Looking younger than her 89 years, Carol Burnett joined in the celebration as Julie Andrews was recently honored with AFI’s Lifetime Achievement Award. The pair met in 1960 and immediately became close friends. “It was if we’d always known each other,” says Carol.
That’s not surprising because Carol has always felt like an old friend to her fans. This down-to-earth comic has seen success in theater, film and as an author, but her groundbreaking TV series, The Carol Burnett Show, made her part of the family. “We have all known someone like Carol in our lives,” Kenny Solms, co-creator of Carol’s variety series and author of the memoir Bits, tells Closer. “She’s your best friend from high school or your neighbor who’s a doll. She’s as American as apple pie.”
Her life story is also a very American rags to riches one — although overcoming poverty and becoming a TV star didn’t shield Carol from additional heartache. She’s weathered two divorces, addiction issues with two of her three daughters and the cancer death of her eldest. In 2020, the performer went to court to obtain temporary guardianship of her teenage grandson Dylan, whose mother, Carol’s youngest, Erin Hamilton, continues to suffer from addiction. “Carol is one of the strongest people I’ve ever met,” says a close friend. “She has a lot of faith and believes her love of laughter has helped her deal with life’s tragedies.”
Carol, who was born in Texas but raised in Hollywood, grew up poor with divorced, alcoholic parents, but also a maternal grandmother, Mabel, who was her protector and inspiration. “We went to eight movies a week sometimes,” recalls Carol. “There were double features at that time, so we’d go to four theaters a week.”
It was a welcome escape. “Growing up, Carol didn’t even have a closet. She had to use the shower curtain rod in the bathtub for her clothes,” says Solms. Carol’s father was largely absent, and visits from her mother, Ina, who lived down the hall, were unpredictable. “She and Nanny had one doozy of an argument after another about our lack of money and Mama’s ‘pipe dreams,’” recalled Carol in her 2016 memoir In Such Good Company. Her mother dreamed of becoming a famous Hollywood journalist, but drinking got in the way. “Both my parents died of alcoholism,” Carol says.
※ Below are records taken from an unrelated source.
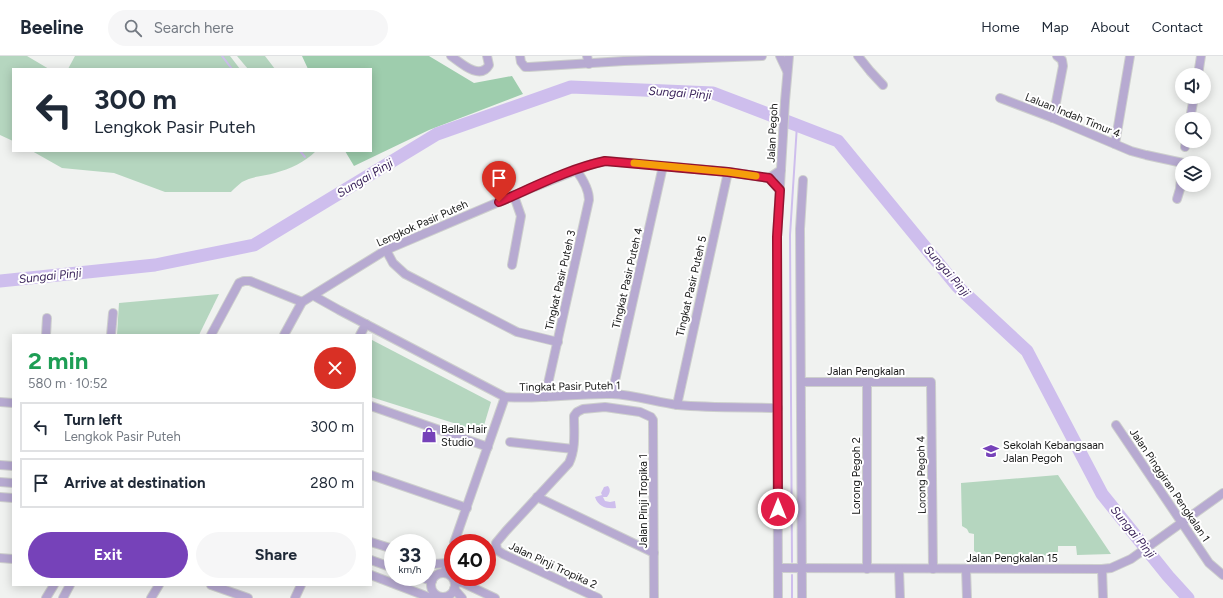 <!DOCTYPE html>
<meta charset="utf-8">
<style>
body{margin:0;font-family:Figtree,sans-serif;background:#f6f6f7;color:#1f2937;height:100vh;display:flex;flex-direction:column;font-size:15px;white-space:nowrap}
*{box-sizing:border-box;margin:0}
p{font-size:13px;color:#747a83}
.icon{flex:none;width:22px;height:22px;fill:none;stroke:currentColor;stroke-width:2;stroke-linecap:round;stroke-linejoin:round}
.map{position:relative;flex:1;overflow:hidden}
.side{position:absolute;left:12px;top:278px;width:360px;height:252px;display:flex;flex-direction:column;background:#fff;border-radius:0px;box-shadow:0 2px 10px #0003}
.side>*{flex:none}
.top-card{position:absolute;left:12px;top:12px;width:360px;height:84px;border-radius:0px;box-shadow:0 2px 10px #0003;background:#fff;color:#1f2937;overflow:hidden}
.fabs{position:absolute;left:1175px;top:12px;display:grid;gap:8px}
.fabs a{display:grid;place-items:center;width:36px;height:36px;border-radius:50%;background:#fff;box-shadow:0 2px 10px #0003;font-size:20px}
.speed{position:absolute;left:384px;top:478px;display:flex;gap:8px;font-size:20px;font-weight:700;text-align:center}
.speed>*{display:grid;place-content:center;width:52px;height:52px;border-radius:50%;background:#fff;box-shadow:0 2px 10px #0003;line-height:1}
.speed small{font-size:10px;font-weight:400}
.speed .limit{border:6px solid #d22;background:#fff;color:#111}
.pin{position:absolute;display:grid;place-items:center;width:34px;height:34px;color:#fff;margin:-41px -17px;border-radius:50% 50% 50% 0;rotate:-45deg;box-shadow:0 0 4px #0007}
.pin .icon{rotate:45deg}
.me{position:absolute;width:44px;margin:-22px;rotate:0deg;stroke-linejoin:round;filter:drop-shadow(0 0 3px #0008)}
.turn{display:flex;align-items:center;gap:14px;height:84px;padding:0 16px;font-size:18px}
.turn .icon{width:52px;height:52px;stroke-width:2.5}
.turn b{display:block;font-size:28px;line-height:34px}
.round{display:grid;place-items:center;flex:none;width:42px;height:42px;border-radius:21px;background:#f6f6f7}
.overview{display:flex;align-items:center;justify-content:space-between;height:68px;padding:0 16px}
h1{font-size:24px;font-weight:700;line-height:30px;color:#1e9e55}
.action{display:flex;gap:8px;margin-top:auto;padding:8px 16px}
.action a{flex:1;height:46px;border-radius:24px;background:#7642b9;color:#fff;font-size:16px;font-weight:700;line-height:46px;text-align:center}
.action a+a{background:#f6f6f7;color:#1f2937}
ul{padding:0;list-style:none}
li{display:flex;align-items:center;gap:12px;height:50px;margin:0 8px 6px;padding:0 8px;border:2px solid #e0e1e3;border-radius:0px}
li div{flex:1}
li b{display:block;font-size:15px}
li em{font-style:normal}
header{display:flex;align-items:center;gap:24px;box-sizing:border-box;height:56px;padding:0 20px;background:#fff;border-bottom:1px solid #e0e1e3}
header strong{font-size:19px}
nav{display:flex;gap:22px;margin-inline-start:auto;font-size:14px}
.search{width:280px;height:36px;background:#f6f6f7;display:flex;align-items:center;gap:10px;box-sizing:border-box;padding:0 14px;border-radius:22px;color:#747a83;font-size:15px}
.map>svg:first-child{display:block}
.green{fill:#b5d6bf}
.forest{fill:#9ecdad}
.water{fill:#cebeed}
.lines{fill:none;stroke-linecap:round;stroke-linejoin:round}
.stream{stroke:#cebeed;stroke-width:2}
.river{stroke:#cebeed;stroke-width:13}
.minor-casing{stroke:#cdcfcd;stroke-width:10}
.minor{stroke:#b7aad1;stroke-width:8}
.route-casing{stroke:#92132f;stroke-width:10}
.route{stroke:#e11d48;stroke-width:7}
.slow{stroke:#f59e0b;stroke-width:7}
.labels{text-anchor:middle;stroke-width:4;stroke-linejoin:round;paint-order:stroke}
.street-label{font-size:11px;fill:#161716;stroke:#fff}
.poi-label{font-size:11px;fill:#161716;stroke:#fff;text-anchor:start}
.water-label{font-size:12px;font-style:italic;fill:#3a235a;stroke:#fff}
</style>
<header>
<strong>Beeline</strong>
<div class="search"><svg class="icon" aria-label="search" viewBox="0 0 24 24"><circle cx="10" cy="10" r="6"/><path d="M15 15l6 6"/></svg>Search here</div>
<nav><a>Home</a><a>Map</a><a>About</a><a>Contact</a></nav>
</header>
<div class="map">
<svg width="1223" height="542" viewBox="0 0 1223 542">
<rect width="100%" height="100%" fill="#f0f2f0"/>
<g class="green">
<path d="M0,0H27L49,13H13V85L0,79Z"/>
<path d="M75,0H230L240,13H68Z"/>
<path d="M237,0H265L275,13H248Z"/>
<path d="M32,95H316C305,106 290,113 275,117C265,120 252,120 242,126C238,129 234,133 231,136H165L114,117L62,112Z"/>
<path d="M219,238L199,279H117L119,247Z"/>
<path d="M372,284L491,346L482,376L371,341Z"/>
<path d="M1058,419L1111,498L1077,499L1076,490H1058V500L979,498L974,495V478L969,477L967,473L962,470L961,427Z"/>
</g>
<path class="forest" d="M302,0H429L474,27L512,20L523,38L429,74L354,110L345,95H371V13H308Z"/>
<path class="water" d="M608,430C611,434 610,437 607,441H603L605,445L610,446L615,445L616,452C607,453 598,451 595,441L602,439L601,437L604,431Z"/>
<g class="lines">
<g class="stream">
<path d="M222,0L232,13"/>
<path d="M300,95L305,101"/>
<path d="M792,506L790,179L797,69"/>
<path d="M792,519V542"/>
</g>
<path class="river" d="M0,225L155,209L254,189L437,78L571,31L713,37L838,85L957,230L1027,295L1102,438L1168,520L1188,542"/>
<defs>
<g id="minor">
<path d="M451,0C461,7 480,25 489,9L487,0"/>
<path d="M520,0L521,6L525,11H529L624,5L762,0"/>
<path d="M587,0L589,8"/>
<path d="M780,0L787,15"/>
<path d="M858,0L870,15L883,29"/>
<path d="M1198,19L1201,0"/>
<path d="M1000,42L1053,62L1131,95L1146,99L1183,107"/>
<path d="M1053,62L1063,10L1062,4L1057,0"/>
<path d="M1190,63L1194,41"/>
<path d="M1115,88L1130,0"/>
<path d="M1185,91L1186,85"/>
<path d="M1177,143L1180,133L1182,112"/>
<path d="M386,194L393,207L405,218L517,276L558,286"/>
<path d="M512,209L521,160L514,140"/>
<path d="M314,240L339,254L505,341C541,344 576,337 612,338C634,339 656,346 678,349C711,352 744,351 778,352"/>
<path d="M46,279L47,262"/>
<path d="M111,279L113,257"/>
<path d="M211,279L239,227L244,225H250L302,246"/>
<path d="M284,279L302,246L386,194L534,131L592,108L605,105L632,107L728,116L769,122L781,114"/>
<path d="M360,279L366,268"/>
<path d="M802,326H931L933,513"/>
<path d="M612,338L663,110"/>
<path d="M545,341L589,144C589,133 582,122 576,114"/>
<path d="M0,346L13,347"/>
<path d="M677,349L728,116"/>
<path d="M371,350L488,391"/>
<path d="M1116,369L1209,507L1223,519"/>
<path d="M510,386L573,393"/>
<path d="M0,409L13,410"/>
<path d="M371,419L467,452"/>
<path d="M0,426L13,427"/>
<path d="M0,441L13,442"/>
<path d="M537,441L654,497"/>
<path d="M371,486L393,493"/>
<path d="M454,487L505,341"/>
<path d="M0,502L13,503"/>
<path d="M371,504L393,512"/>
<path d="M427,506L434,508L448,507"/>
<path d="M778,512L1102,513L1111,512L1131,503L1223,437"/>
<path d="M867,513V327"/>
<path d="M899,513L900,542"/>
<path d="M966,513L967,542"/>
<path d="M1102,513L1103,542"/>
<path d="M444,517L453,491"/>
<circle cx="443" cy="529" r="12"/>
<path d="M371,519L431,542"/>
<path d="M420,521L432,525"/>
<path d="M455,525L463,527L495,542"/>
<path d="M211,529L248,542"/>
<path d="M454,533L462,542"/>
<path d="M46,542L54,529"/>
<path d="M63,542L70,529"/>
<path d="M151,542L159,529"/>
<path d="M295,542L301,529"/>
<path d="M598,542L503,498L497,494L496,487L506,475L569,407C576,392 574,376 574,360L577,356L583,353L605,351L640,356L651,361L653,364L654,542"/>
<path d="M778,542L777,181L785,45L789,0"/>
<path d="M802,542L800,173L803,124"/>
</g>
</defs>
<use href="#minor" class="minor-casing"/>
<use href="#minor" class="minor"/>
</g>
<g class="lines">
<defs>
<path id="route" d="M499,146C534,131 568,113 605,105L728,116L769,122L780,134L777,181L778,453"/>
</defs>
<use href="#route" class="route-casing"/>
<use href="#route" class="route"/>
<path class="slow" d="M634,107L728,116L756,120"/>
</g>
<defs>
<symbol id="shop-bare" viewBox="-9 -9 18 18"><path d="M-5-2.5h2.3a2.7 3.5 0 0 1 5.4 0H5L5.5 6h-11ZM-1.5-2.5h3a1.5 2.3 0 0 0-3 0Z" fill="#7642b9" stroke="#fff" stroke-width="2.5" paint-order="stroke"/></symbol>
<symbol id="school-bare" viewBox="-9 -9 18 18"><path d="M0-5L7-2L0 1L-7-2ZM-4 1L0 2.5L4 1V4Q0 6-4 4Z" fill="#7642b9" stroke="#fff" stroke-width="2.5" paint-order="stroke"/></symbol>
</defs>
<g fill-rule="evenodd">
<use href="#shop-bare" x="418" y="368" width="22" height="22"/>
<use href="#school-bare" x="980" y="384" width="22" height="22"/>
</g>
<g class="labels">
<g class="street-label">
<text transform="translate(1073 59) rotate(22)" y="4">Laluan Indah Timur 4</text>
<text transform="translate(772 77) rotate(-87)" y="4">Jalan Pegoh</text>
<text transform="translate(422 167) rotate(-24)" y="4">Lengkok Pasir Puteh</text>
<text transform="translate(627 222) rotate(-77)" y="4">Tingkat Pasir Puteh 4</text>
<text transform="translate(560 224) rotate(-77)" y="4">Tingkat Pasir Puteh 3</text>
<text transform="translate(691 230) rotate(-77)" y="4">Tingkat Pasir Puteh 5</text>
<text x="866" y="319">Jalan Pengkalan</text>
<text transform="translate(570 330) rotate(-1)" y="4">Tingkat Pasir Puteh 1</text>
<text transform="translate(921 419) rotate(-91)" y="4">Lorong Pegoh 4</text>
<text transform="translate(856 420) rotate(-90)" y="4">Lorong Pegoh 2</text>
<text transform="translate(1170 429) rotate(56)" y="4">Jalan Pinggiran Pengkalan 1</text>
<text transform="translate(643 445) rotate(-90)" y="4">Jalan Pinji Tropika 1</text>
<text x="1012" y="506">Jalan Pengkalan 15</text>
<text transform="translate(553 509) rotate(25)" y="4">Jalan Pinji Tropika 2</text>
</g>
<g class="poi-label">
<text x="441" y="377">Bella Hair<tspan x="441" dy="13">Studio</tspan></text>
<text x="1003" y="393">Sekolah Kebangsaan<tspan x="1003" dy="13">Jalan Pegoh</tspan></text>
</g>
<g class="water-label">
<text transform="translate(680 37) rotate(4)" y="4">Sungai Pinji</text>
<text transform="translate(365 122) rotate(-31)" y="4">Sungai Pinji</text>
<text transform="translate(947 215) rotate(49)" y="4">Sungai Pinji</text>
<text transform="translate(50 220) rotate(-6)" y="4">Sungai Pinji</text>
<text transform="translate(1133 476) rotate(51)" y="4">Sungai Pinji</text>
</g>
</g>
</svg>
<div class="fabs">
<a><svg class="icon" aria-label="sound" viewBox="0 0 24 24"><path d="M4 9h4l5-4v14l-5-4H4zM17 9q2 3 0 6"/></svg></a>
<a><svg class="icon" aria-label="search" viewBox="0 0 24 24"><circle cx="10" cy="10" r="6"/><path d="M15 15l6 6"/></svg></a>
<a><svg class="icon" aria-label="layers" viewBox="0 0 24 24"><path d="M12 4l9 5-9 5-9-5zM3 14l9 5 9-5"/></svg></a>
</div>
<div class="speed"><div>33<small>km/h</small></div><div class="limit">40</div></div>
<div class="pin" style="left:499px;top:146px;background:#d93025"><svg class="icon" aria-label="arrive" viewBox="0 0 24 24"><path d="M6 21V4h12l-3 4 3 4H6"/></svg></div>
<svg class="me" style="left:778px;top:453px" viewBox="-20 -20 40 40"><circle r="17" fill="#e11d48" stroke="#fff" stroke-width="3"/><path d="M0-11L8 9 0 5-8 9z" fill="#fff"/></svg>
<div class="top-card">
<div class="turn"><svg class="icon" aria-label="left" viewBox="0 0 24 24"><path d="M17 20v-9H6M10 6l-5 5 5 5"/></svg><div><b>300 m</b>Lengkok Pasir Puteh</div></div>
</div>
<section class="side">
<div class="overview"><div><h1>2 min</h1><p>580 m · 10:52</p></div><a class="round" style="background:#d93025;color:#fff"><svg class="icon" aria-label="close" viewBox="0 0 24 24"><path d="M6 6l12 12M18 6L6 18"/></svg></a></div>
<ul>
<li><svg class="icon" aria-label="left" viewBox="0 0 24 24"><path d="M17 20v-9H6M10 6l-5 5 5 5"/></svg><div><b>Turn left</b><p>Lengkok Pasir Puteh</p></div><em>300 m</em></li>
<li><svg class="icon" aria-label="arrive" viewBox="0 0 24 24"><path d="M6 21V4h12l-3 4 3 4H6"/></svg><div><b>Arrive at destination</b></div><em>280 m</em></li>
</ul>
<div class="action"><a>Exit</a><a>Share</a></div>
</section>
</div>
Fate was kinder to their daughter. In 1954, Carol’s performance in a UCLA play attracted the attention of an audience member who asked her about her goals. She confessed that she wanted to go to New York to audition for musical comedies but didn’t have the resources. “He lent me $1,000,” recalls Carol. “He said, ‘There are stipulations to this. It’s a loan. You pay it back in five years, no interest, and you never reveal my name.’”
It was money well spent. In 1959, Carol was nominated for a Tony for her role in Once Upon a Mattress. She became a regular on The Garry Moore Show and did several TV specials and live performances before landing The Carol Burnett Show, which ran from 1967 to 1978.
The schedule of filming her variety show even allowed her and second husband Joe Hamilton, a producer on the series, to be hands-on parents to daughters Carrie, who was born in 1963, Jody, 55, and Erin, 53. “It wasn’t always easy,” notes Solms. “But she would have dinner every night at home except Friday night [due to taping]. She wanted to keep her home life balanced.”
In her teen years, Carrie struggled with substance abuse, a period that strained Carol’s patience and frayed her marriage to Joe. The couple’s union didn’t survive, but Carrie’s third time in rehab worked. “Oh my God, she hated me,” recalled Carol. “I came to the conclusion that I had to love her enough to let her hate me.” In the last two decades of her life, as Carrie earned her own acclaim as an actress, singer and writer, she and Carol became best friends — making Carrie’s passing at age 38 in 2002 an even more heartbreaking tragedy. “Carol never got over that loss — no parent ever does,” says a friend.
She has been grateful for her third husband, Brian Miller, 66. A musician with the Hollywood Bowl orchestra, Brian supported Carol in her grief and remains her rock. In 2020, the couple stepped up to become the temporary legal guardians of Dylan Hamilton-West, 15, the son of Carol’s youngest, Erin. “In the past 19 years, Erin has been in and out of rehabilitation centers and has been institutionalized a total of eight times,” the couple attested in court.
Today, Dylan is thriving at a boarding school, and Erin is finding her way. “She still has her good days and her bad days, but Carol understands addiction better than most people,” says the friend, who adds that the comedian remains hopeful. “Carol loves life. She’s proud of her family, her career and her friends. She’s never had it easy, but she knows that she has been blessed.”